GIVEN RECORDS:

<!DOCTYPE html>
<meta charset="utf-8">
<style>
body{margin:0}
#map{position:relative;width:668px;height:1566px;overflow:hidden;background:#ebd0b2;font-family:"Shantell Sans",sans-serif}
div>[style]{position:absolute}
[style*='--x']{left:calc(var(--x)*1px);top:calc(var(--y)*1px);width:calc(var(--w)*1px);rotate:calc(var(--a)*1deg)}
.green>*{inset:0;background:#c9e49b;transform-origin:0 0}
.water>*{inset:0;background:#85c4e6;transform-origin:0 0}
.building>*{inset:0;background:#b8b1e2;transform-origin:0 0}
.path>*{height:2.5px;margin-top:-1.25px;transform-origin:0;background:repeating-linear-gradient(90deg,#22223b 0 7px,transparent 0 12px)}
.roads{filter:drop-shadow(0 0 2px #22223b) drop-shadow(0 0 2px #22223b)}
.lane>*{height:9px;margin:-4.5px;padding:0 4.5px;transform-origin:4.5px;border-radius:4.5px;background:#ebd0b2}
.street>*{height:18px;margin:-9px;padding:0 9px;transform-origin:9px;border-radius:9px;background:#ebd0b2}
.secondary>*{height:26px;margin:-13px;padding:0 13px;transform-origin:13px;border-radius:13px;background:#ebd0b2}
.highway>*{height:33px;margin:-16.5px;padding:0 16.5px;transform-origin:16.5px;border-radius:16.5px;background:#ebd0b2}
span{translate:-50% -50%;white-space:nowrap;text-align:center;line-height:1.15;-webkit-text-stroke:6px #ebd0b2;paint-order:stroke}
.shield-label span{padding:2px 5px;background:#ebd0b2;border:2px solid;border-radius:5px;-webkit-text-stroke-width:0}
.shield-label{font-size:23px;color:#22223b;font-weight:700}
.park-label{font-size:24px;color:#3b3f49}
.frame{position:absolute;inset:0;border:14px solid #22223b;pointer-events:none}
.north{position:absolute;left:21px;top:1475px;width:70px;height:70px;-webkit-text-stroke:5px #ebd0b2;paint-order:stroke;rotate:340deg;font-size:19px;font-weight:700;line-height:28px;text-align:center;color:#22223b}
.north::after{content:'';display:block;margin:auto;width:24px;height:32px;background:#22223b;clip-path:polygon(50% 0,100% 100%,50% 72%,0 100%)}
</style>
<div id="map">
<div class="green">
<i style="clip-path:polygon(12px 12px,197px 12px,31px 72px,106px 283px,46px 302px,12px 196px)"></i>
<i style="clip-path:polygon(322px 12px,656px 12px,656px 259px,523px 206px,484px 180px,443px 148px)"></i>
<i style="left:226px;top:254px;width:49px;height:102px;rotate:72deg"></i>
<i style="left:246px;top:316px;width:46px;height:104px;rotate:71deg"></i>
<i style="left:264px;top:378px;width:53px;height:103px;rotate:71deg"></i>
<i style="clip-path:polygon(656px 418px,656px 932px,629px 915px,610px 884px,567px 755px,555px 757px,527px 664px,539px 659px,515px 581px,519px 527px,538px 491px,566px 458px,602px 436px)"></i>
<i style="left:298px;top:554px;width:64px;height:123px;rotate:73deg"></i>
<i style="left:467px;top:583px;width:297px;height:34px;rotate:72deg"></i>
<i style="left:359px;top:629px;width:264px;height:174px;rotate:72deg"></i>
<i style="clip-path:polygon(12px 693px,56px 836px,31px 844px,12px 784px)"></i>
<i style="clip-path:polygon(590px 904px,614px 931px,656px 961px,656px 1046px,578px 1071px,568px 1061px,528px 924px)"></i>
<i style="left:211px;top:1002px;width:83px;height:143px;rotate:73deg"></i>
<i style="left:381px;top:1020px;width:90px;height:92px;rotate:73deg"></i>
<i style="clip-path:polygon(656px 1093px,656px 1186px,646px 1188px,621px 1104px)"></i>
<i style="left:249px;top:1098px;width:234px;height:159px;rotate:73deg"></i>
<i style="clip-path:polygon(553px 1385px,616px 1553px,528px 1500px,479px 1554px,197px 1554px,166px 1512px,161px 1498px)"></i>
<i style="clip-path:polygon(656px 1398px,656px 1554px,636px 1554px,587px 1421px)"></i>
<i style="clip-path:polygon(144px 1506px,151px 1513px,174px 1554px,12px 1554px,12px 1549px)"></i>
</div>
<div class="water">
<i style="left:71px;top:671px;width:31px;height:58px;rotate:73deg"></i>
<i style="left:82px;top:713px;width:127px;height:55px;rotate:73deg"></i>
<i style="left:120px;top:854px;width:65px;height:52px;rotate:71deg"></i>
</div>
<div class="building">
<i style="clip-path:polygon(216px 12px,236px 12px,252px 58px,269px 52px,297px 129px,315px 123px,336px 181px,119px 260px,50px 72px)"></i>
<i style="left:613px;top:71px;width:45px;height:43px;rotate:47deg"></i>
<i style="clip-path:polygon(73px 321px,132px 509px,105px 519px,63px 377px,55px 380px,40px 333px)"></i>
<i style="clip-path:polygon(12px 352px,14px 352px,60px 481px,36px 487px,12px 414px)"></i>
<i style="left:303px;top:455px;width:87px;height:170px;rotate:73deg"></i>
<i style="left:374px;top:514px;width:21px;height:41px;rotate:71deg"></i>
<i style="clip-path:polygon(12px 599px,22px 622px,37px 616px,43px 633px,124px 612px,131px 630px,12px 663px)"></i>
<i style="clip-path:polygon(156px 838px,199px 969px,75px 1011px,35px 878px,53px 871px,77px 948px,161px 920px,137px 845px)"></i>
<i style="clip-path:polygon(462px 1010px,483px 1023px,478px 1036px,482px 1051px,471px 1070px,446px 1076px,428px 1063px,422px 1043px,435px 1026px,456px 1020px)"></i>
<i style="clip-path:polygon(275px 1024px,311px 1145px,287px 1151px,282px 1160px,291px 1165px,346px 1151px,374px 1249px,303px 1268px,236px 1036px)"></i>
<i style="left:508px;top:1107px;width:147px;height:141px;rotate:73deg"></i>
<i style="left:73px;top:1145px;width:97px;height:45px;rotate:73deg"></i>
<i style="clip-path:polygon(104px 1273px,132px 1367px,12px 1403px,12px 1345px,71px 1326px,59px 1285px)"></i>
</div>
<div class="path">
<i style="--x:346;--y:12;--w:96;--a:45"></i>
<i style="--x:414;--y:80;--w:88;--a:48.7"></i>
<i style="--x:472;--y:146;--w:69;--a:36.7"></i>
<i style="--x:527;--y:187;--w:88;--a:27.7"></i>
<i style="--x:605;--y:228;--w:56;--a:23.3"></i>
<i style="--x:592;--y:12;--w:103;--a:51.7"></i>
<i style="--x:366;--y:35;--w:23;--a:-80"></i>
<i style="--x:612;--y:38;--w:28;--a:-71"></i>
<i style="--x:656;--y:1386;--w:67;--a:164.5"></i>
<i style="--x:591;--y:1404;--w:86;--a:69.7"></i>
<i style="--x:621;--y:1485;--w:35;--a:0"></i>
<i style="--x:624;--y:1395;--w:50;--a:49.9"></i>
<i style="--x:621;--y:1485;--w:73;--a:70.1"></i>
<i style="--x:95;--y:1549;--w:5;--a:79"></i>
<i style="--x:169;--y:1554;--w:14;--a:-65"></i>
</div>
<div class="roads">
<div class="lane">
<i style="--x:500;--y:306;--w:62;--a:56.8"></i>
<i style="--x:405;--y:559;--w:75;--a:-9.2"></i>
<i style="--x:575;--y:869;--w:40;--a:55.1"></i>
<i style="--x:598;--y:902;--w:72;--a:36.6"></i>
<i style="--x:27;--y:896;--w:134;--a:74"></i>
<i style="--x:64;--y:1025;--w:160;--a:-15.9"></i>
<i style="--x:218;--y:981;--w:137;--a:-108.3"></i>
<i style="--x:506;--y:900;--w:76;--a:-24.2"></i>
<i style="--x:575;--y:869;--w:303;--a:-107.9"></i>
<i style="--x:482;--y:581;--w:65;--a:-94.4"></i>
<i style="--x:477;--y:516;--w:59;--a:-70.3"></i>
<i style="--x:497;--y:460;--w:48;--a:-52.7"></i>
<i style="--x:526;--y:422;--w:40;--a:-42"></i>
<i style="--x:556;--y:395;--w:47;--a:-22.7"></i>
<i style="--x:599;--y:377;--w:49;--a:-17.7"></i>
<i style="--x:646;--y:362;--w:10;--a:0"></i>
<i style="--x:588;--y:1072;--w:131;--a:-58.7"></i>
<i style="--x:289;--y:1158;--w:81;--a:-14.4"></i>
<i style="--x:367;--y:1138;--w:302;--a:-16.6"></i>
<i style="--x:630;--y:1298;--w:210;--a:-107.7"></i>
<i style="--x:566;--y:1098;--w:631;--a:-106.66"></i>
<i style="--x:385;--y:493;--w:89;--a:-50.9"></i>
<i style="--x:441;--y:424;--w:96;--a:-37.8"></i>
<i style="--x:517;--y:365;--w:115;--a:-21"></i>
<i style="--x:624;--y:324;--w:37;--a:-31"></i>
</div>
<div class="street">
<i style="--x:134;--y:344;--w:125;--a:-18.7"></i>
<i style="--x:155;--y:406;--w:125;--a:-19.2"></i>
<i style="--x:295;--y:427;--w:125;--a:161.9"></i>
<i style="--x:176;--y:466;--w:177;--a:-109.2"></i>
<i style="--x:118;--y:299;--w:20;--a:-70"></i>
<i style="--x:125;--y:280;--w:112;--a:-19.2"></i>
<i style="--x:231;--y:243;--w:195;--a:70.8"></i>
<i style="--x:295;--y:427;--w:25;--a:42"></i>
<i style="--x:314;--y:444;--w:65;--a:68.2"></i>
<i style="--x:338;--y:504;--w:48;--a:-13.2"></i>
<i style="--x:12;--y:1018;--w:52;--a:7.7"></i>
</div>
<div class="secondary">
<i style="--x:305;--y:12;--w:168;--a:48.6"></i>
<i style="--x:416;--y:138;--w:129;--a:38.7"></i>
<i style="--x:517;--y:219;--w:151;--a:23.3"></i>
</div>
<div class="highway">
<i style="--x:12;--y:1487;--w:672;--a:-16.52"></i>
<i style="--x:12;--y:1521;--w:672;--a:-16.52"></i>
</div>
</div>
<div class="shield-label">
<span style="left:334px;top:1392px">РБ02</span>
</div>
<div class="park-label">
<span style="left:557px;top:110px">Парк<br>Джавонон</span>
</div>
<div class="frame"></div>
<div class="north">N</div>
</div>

WORK REQUEST: Extract each line from the entries above that contains the string "water".

ANSWER SPACE:
.water>*{inset:0;background:#85c4e6;transform-origin:0 0}
<div class="water">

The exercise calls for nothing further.